Amazon's "Statistically Improbable Phrases (SIPs)":

Book listings on now list, among other things, "Statistically Improbable Phrases (SIPs)". For instance, the listing for Bernard Malamud's "The Natural," contains these SIPs: "bassoon case, dugout steps".

Can someone enlighten me as to why Amazon provides this particular bit of information?

Brett A. Thomas (mail) (www):
They have a page explaining it. I think the theory is, "this phrase occurs a lot in this book, but not in other books, therefore it might be something really unique to this book." I'd think it'd work better for nonfiction books (especially those where the author comes up with catch phrases) than for fiction works. It also might be useful to get the gestalt of the way a book covers a particular topic (see, for example, the phrases under Guns, Germs and Steel).
7.7.2005 4:40pm
Paul Gowder (mail):
yea, it might be a good way to get out from under the publisher's marketing to what's really in the book.
7.7.2005 4:45pm
Dave Justus (mail) (www):
I think they do it because they can.
7.7.2005 5:13pm
Justin Kee (mail):
I would suspect that Amazon is using the SIPs as a heuristic to help people when searching for a particular title without the usual reference information. For example, there may be a book that you read as a child that contained a unique phrase, say "bubblegum ballons", but you do not recall the title, author or publisher. If the phrase is unique to the book or very infrequently printed, the use of a SIP will reduce the number of search iterations by potentially several orders of magnitude over a typical general to specific search. I suspect that this method generates additional sales volume for Amazon, as I have found and purchased titles using the method.
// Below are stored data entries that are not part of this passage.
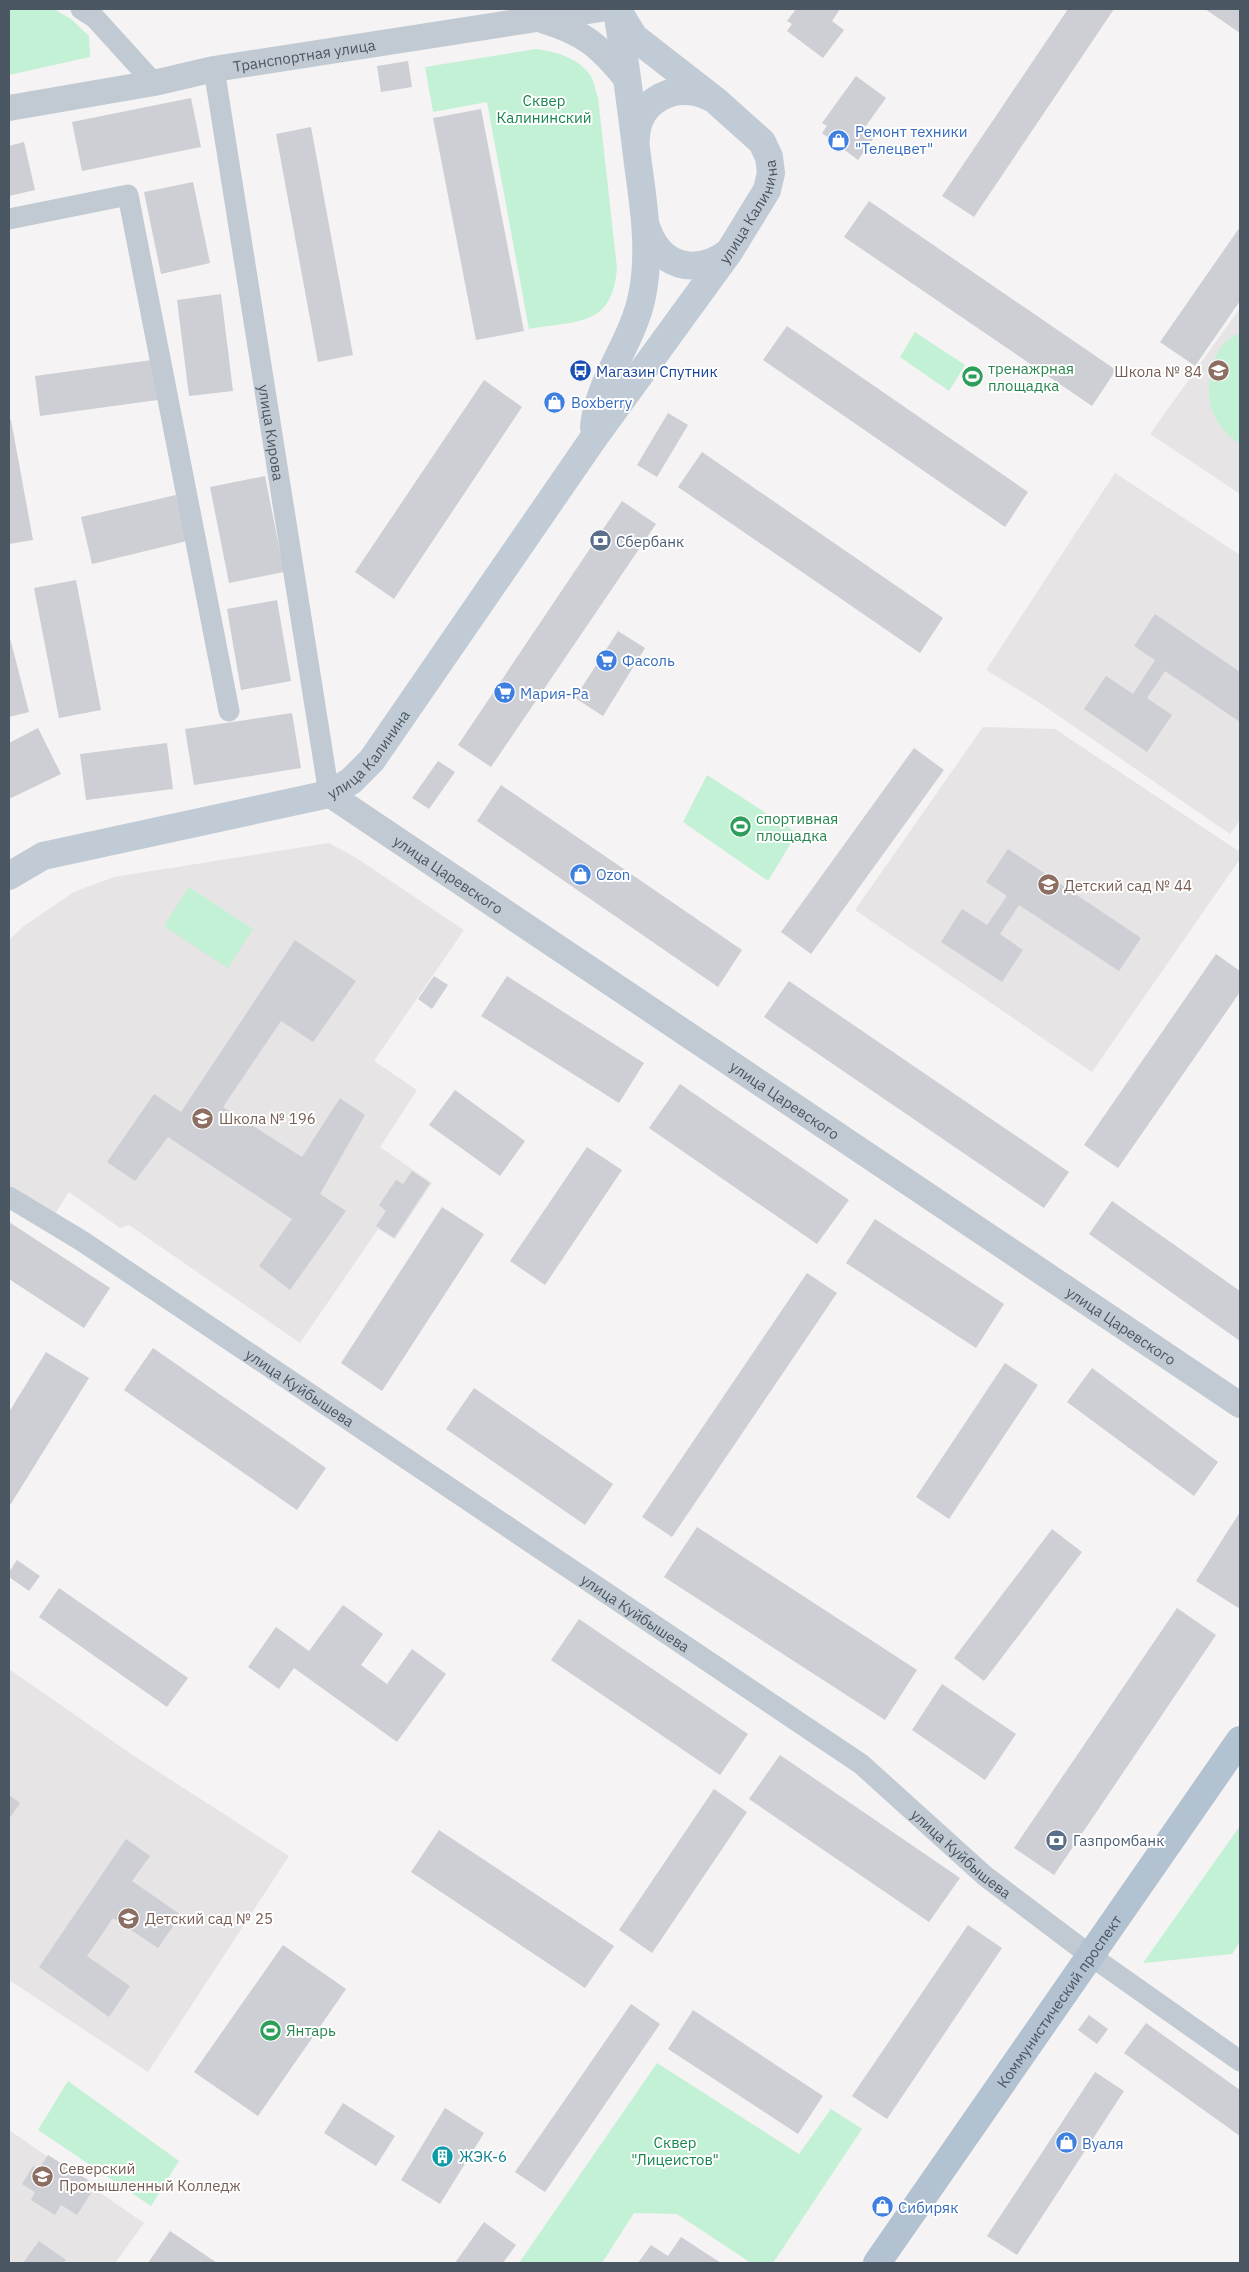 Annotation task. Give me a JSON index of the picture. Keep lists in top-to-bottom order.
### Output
{
  "streets": {
    "main road": ["улица Калинина", "Коммунистический проспект"],
    "street": [
      "Транспортная улица",
      "улица Кирова",
      "улица Царевского",
      "улица Куйбышева"
    ]
  },
  "crossings": [
    ["Транспортная улица", "улица Кирова"],
    ["улица Калинина", "улица Кирова"],
    ["улица Калинина", "улица Царевского"],
    ["улица Кирова", "улица Царевского"],
    ["улица Куйбышева", "Коммунистический проспект"]
  ],
  "parks": ["Сквер Калининский", "Сквер \"Лицеистов\""],
  "places": {
    "shop": [
      "Ремонт техники \"Телецвет\"",
      "Boxberry",
      "Ozon",
      "Вуаля",
      "Сибиряк"
    ],
    "bus stop": ["Магазин Спутник"],
    "school or university": [
      "Школа № 84",
      "Детский сад № 44",
      "Школа № 196",
      "Детский сад № 25",
      "Северский Промышленный Колледж"
    ],
    "sports": ["тренажрная площадка", "спортивная площадка", "Янтарь"],
    "bank": ["Сбербанк", "Газпромбанк"],
    "supermarket": ["Фасоль", "Мария-Ра"],
    "building": ["ЖЭК-6"]
  }
}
Similarly, you can search for a song title, artist and album from a snippet you happen to hear on the radio by searching song lyrics for the phrase you heard. I do not think it would work well with lyrics containing "i love you", but it would for "a walk on the wild side".
7.7.2005 5:19pm
Andrew Kvochick (mail):
You can also use it to glean the author's probable influences or, at least, other things you may want to read. For example, apparently only Dr. Mary Ruwart and St. Thomas Aquinas say "honor our neighbor".

Given other thing that Amazon does, I imagine that Mr. Justus is right: they do it because they can, and they think people might find a use for it.
7.7.2005 6:23pm
Andrew Kvochick (mail):
Aha! Just after I posted I saw the new "Books on Related Topics" link, which is apparently cross-referencing SIPs.
7.7.2005 6:28pm
Zywicki (mail):
Man, you guys are good. I see now you can even click on particular SIPs to get other books that use those same SIPs to find similar books (for The Natural, as you might expect "dugout steps" turns out to be a much more useful SIP than "bassoon case," which oddly enough, is mentioned more than twice as often as "dugout steps"...).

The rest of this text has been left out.